(Collected data entries)
═══

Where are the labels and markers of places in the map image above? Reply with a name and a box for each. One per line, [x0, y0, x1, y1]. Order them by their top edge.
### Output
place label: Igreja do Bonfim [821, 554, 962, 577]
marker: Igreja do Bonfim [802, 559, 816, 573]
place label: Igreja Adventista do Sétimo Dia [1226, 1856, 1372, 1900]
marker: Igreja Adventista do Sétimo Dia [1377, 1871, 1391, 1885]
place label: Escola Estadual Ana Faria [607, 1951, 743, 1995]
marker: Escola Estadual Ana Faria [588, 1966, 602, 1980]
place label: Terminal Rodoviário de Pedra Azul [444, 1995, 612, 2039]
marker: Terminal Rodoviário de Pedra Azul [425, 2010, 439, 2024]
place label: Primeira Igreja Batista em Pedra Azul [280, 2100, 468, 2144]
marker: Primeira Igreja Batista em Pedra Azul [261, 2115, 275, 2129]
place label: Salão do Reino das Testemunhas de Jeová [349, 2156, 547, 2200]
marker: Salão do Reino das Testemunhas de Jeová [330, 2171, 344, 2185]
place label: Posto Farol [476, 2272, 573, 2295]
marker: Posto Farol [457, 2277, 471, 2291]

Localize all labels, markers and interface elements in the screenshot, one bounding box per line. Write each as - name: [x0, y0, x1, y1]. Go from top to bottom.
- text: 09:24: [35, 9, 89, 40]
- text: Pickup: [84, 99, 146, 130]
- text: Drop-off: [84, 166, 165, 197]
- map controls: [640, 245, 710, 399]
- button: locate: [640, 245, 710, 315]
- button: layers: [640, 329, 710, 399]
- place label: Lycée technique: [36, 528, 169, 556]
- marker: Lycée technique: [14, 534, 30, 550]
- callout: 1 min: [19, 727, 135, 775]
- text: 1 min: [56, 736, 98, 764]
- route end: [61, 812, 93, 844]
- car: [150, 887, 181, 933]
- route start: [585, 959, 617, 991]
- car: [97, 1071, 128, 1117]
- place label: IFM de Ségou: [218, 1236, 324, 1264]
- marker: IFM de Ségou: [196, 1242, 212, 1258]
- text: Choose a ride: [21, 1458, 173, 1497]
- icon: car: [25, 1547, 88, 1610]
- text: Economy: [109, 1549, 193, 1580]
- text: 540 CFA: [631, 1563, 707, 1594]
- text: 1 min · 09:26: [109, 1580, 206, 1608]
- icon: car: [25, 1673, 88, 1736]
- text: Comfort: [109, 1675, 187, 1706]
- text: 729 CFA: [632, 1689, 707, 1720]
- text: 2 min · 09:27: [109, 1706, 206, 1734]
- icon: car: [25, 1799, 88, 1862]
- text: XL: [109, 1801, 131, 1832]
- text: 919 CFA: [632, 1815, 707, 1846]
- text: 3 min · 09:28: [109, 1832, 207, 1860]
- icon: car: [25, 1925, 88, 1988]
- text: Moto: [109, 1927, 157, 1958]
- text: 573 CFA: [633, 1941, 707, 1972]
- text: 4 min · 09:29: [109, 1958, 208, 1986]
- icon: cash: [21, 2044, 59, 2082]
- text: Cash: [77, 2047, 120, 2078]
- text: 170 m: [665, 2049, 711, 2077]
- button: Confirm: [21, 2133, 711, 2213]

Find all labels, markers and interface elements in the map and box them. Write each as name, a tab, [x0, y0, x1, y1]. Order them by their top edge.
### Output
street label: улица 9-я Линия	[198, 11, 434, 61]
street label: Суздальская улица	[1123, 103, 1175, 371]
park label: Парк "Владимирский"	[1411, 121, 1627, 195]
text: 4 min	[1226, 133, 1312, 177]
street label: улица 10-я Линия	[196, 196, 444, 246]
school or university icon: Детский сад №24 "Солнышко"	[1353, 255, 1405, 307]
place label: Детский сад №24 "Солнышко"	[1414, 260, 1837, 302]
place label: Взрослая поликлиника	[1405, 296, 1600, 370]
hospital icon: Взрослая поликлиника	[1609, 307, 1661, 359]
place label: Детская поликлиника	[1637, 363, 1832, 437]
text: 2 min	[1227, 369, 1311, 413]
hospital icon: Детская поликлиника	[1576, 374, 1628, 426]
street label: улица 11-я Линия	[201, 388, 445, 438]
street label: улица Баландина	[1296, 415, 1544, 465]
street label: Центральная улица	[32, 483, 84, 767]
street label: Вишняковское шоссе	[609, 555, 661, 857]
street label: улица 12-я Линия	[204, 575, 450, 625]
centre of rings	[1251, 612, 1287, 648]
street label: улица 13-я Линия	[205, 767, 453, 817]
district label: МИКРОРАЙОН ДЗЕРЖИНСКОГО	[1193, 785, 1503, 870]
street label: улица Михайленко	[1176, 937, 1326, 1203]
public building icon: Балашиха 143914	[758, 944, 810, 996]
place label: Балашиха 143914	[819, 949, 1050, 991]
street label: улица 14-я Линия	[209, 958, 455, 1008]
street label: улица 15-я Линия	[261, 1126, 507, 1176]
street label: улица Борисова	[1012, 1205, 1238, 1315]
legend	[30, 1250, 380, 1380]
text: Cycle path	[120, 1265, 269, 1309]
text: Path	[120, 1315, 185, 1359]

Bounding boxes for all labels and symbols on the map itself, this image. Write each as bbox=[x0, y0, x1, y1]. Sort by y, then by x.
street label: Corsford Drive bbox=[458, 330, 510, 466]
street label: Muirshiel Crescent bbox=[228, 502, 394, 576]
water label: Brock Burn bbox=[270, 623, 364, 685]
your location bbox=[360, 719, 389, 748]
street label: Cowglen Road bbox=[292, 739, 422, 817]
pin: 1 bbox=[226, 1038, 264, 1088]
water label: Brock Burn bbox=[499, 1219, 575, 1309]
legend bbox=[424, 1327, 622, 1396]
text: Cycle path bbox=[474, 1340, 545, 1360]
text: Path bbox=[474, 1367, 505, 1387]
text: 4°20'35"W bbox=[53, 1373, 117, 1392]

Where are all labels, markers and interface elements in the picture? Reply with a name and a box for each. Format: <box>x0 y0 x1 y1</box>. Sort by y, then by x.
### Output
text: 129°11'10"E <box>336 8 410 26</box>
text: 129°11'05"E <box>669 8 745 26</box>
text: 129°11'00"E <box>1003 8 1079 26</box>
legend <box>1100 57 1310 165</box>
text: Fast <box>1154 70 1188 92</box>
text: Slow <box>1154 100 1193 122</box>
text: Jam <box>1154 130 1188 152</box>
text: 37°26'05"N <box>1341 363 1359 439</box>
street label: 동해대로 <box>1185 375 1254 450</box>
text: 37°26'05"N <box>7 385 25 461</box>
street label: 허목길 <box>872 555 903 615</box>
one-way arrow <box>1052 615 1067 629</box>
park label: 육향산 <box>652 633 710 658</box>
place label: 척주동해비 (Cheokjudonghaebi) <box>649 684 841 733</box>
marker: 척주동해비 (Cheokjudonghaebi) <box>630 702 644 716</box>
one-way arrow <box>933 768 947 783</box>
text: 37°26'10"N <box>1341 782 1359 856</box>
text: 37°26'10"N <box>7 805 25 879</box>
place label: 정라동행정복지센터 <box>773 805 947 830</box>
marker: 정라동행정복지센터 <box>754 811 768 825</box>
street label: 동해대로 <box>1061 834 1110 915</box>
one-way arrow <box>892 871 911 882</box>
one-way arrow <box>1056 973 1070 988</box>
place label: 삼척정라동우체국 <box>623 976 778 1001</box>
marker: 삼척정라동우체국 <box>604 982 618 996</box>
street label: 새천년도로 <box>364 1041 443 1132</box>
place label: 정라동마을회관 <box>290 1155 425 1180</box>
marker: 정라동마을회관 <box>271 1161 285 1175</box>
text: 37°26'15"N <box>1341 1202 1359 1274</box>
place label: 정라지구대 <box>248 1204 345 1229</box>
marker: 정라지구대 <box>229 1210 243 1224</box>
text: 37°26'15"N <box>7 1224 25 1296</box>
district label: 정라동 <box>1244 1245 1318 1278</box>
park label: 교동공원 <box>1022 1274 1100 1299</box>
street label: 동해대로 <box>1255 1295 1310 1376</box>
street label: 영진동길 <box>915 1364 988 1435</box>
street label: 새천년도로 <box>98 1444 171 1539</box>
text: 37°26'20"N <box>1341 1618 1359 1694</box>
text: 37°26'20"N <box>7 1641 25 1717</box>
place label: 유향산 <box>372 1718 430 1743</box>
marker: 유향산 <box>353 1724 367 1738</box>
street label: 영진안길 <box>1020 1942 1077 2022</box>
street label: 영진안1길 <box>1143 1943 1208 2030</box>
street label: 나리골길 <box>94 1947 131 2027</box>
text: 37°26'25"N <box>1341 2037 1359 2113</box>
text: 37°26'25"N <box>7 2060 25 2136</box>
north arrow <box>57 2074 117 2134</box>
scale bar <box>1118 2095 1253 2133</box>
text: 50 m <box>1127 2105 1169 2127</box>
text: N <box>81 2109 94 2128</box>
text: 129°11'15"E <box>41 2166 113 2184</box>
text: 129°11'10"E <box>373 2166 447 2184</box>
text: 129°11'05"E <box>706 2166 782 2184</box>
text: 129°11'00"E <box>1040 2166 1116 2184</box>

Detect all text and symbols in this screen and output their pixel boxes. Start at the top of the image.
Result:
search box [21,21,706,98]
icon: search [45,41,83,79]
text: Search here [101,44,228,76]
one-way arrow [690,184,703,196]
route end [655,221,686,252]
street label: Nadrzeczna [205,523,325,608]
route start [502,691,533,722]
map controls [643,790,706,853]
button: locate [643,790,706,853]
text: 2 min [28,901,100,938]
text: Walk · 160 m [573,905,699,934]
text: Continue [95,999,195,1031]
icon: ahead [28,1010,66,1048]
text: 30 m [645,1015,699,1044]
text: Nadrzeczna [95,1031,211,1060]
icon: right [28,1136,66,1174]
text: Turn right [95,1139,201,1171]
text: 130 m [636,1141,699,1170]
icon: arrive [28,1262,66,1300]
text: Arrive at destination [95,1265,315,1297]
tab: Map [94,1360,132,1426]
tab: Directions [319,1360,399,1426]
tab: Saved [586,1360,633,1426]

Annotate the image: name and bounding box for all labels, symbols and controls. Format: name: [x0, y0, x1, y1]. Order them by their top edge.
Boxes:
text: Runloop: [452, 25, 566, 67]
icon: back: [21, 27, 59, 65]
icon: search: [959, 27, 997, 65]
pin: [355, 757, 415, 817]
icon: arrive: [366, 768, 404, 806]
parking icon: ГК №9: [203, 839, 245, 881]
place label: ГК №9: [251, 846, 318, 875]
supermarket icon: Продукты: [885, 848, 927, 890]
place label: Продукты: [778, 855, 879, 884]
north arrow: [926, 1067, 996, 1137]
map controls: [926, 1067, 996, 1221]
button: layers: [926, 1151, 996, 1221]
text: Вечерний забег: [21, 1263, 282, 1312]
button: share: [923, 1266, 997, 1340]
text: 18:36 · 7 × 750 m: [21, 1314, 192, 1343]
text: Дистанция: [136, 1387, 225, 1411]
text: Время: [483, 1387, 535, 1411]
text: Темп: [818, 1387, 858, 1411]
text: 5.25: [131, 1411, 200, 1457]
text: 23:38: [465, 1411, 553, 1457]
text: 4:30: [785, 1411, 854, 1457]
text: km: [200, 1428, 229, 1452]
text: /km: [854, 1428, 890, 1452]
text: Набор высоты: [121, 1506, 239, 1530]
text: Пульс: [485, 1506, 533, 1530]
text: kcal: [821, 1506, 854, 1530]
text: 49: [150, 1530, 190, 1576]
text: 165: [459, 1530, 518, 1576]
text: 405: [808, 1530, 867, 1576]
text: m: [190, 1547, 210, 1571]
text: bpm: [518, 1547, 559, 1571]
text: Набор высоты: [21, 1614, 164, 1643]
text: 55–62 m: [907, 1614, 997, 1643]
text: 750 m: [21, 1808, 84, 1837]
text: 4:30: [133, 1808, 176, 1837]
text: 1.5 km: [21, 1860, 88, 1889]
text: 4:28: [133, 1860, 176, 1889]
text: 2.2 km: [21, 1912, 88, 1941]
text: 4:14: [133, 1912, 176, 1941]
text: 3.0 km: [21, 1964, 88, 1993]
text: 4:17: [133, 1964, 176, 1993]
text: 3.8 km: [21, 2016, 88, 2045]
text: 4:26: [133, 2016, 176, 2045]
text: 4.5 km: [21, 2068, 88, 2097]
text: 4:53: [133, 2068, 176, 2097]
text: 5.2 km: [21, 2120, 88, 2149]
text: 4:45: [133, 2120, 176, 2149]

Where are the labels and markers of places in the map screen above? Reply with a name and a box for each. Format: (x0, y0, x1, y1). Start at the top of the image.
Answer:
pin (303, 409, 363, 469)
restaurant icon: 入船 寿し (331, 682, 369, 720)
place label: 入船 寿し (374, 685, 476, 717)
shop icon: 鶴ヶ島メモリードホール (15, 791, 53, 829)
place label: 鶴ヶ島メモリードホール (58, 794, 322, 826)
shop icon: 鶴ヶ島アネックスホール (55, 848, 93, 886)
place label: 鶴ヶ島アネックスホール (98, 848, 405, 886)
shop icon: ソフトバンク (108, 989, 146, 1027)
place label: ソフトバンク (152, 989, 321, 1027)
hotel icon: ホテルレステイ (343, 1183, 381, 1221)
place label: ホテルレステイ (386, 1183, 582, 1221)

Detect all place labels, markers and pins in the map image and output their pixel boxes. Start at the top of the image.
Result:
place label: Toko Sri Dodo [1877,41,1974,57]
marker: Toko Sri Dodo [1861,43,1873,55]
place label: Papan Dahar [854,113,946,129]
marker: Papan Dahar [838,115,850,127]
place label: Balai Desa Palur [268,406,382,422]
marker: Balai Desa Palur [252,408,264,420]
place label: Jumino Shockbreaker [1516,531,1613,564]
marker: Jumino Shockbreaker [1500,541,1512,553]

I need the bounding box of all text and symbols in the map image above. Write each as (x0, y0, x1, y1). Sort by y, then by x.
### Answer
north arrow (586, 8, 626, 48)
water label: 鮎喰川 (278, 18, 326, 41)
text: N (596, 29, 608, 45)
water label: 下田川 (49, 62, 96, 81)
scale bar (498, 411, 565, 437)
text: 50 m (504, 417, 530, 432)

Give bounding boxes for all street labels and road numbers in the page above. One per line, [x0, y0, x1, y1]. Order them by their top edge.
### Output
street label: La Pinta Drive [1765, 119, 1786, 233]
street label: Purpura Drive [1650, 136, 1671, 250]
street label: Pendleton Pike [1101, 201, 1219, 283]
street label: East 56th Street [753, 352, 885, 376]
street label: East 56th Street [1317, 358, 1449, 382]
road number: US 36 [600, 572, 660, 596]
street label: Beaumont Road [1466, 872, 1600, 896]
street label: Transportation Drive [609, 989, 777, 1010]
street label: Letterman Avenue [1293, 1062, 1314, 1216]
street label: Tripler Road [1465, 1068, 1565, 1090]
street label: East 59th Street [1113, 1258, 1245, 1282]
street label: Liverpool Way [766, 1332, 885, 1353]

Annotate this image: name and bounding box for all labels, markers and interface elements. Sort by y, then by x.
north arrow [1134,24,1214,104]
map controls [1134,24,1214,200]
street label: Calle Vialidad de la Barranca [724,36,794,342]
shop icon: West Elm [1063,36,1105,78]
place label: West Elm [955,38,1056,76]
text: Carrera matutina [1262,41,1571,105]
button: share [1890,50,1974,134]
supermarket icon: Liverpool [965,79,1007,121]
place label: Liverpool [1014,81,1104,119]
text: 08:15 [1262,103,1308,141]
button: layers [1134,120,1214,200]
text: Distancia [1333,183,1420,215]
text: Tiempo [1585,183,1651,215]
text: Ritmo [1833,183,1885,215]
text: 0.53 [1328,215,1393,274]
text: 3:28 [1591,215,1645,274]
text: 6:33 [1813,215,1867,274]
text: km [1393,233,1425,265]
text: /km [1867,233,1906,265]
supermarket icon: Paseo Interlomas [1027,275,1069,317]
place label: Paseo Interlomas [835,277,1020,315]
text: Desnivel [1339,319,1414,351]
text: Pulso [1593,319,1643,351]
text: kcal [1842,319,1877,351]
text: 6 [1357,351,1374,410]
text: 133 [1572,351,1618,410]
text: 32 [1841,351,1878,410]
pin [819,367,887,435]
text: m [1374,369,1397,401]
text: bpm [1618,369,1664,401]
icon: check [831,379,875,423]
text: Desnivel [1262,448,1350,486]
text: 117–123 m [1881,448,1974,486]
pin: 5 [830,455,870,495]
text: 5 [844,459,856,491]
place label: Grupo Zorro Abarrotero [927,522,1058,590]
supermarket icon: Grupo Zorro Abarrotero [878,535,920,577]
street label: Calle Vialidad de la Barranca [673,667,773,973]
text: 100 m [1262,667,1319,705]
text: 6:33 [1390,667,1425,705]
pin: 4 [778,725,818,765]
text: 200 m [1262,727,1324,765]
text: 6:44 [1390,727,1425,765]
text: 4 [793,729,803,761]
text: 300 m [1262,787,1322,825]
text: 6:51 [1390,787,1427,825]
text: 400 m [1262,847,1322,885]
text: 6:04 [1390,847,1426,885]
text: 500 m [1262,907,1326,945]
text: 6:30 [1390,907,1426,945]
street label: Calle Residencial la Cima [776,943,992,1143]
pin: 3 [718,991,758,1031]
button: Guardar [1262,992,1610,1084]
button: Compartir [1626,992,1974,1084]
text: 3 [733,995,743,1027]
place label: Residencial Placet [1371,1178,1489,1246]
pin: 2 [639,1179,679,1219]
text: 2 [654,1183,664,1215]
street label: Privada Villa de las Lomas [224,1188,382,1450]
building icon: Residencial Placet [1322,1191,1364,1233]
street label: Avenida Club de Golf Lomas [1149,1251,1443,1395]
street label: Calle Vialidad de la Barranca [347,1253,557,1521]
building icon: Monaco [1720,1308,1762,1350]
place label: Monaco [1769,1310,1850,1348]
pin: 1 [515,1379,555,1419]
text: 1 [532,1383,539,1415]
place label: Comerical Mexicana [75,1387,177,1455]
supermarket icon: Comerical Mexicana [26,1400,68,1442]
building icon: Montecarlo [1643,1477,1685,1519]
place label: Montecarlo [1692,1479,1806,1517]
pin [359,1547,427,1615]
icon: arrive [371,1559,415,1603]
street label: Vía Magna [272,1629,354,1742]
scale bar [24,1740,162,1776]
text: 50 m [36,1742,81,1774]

═══

◆ Work instruction ◆
Only lines that include "Paseo" belong in the answer; return them from the entries above.

◆ Solution for this exercise ◆
supermarket icon: Paseo Interlomas [1027,275,1069,317]
place label: Paseo Interlomas [835,277,1020,315]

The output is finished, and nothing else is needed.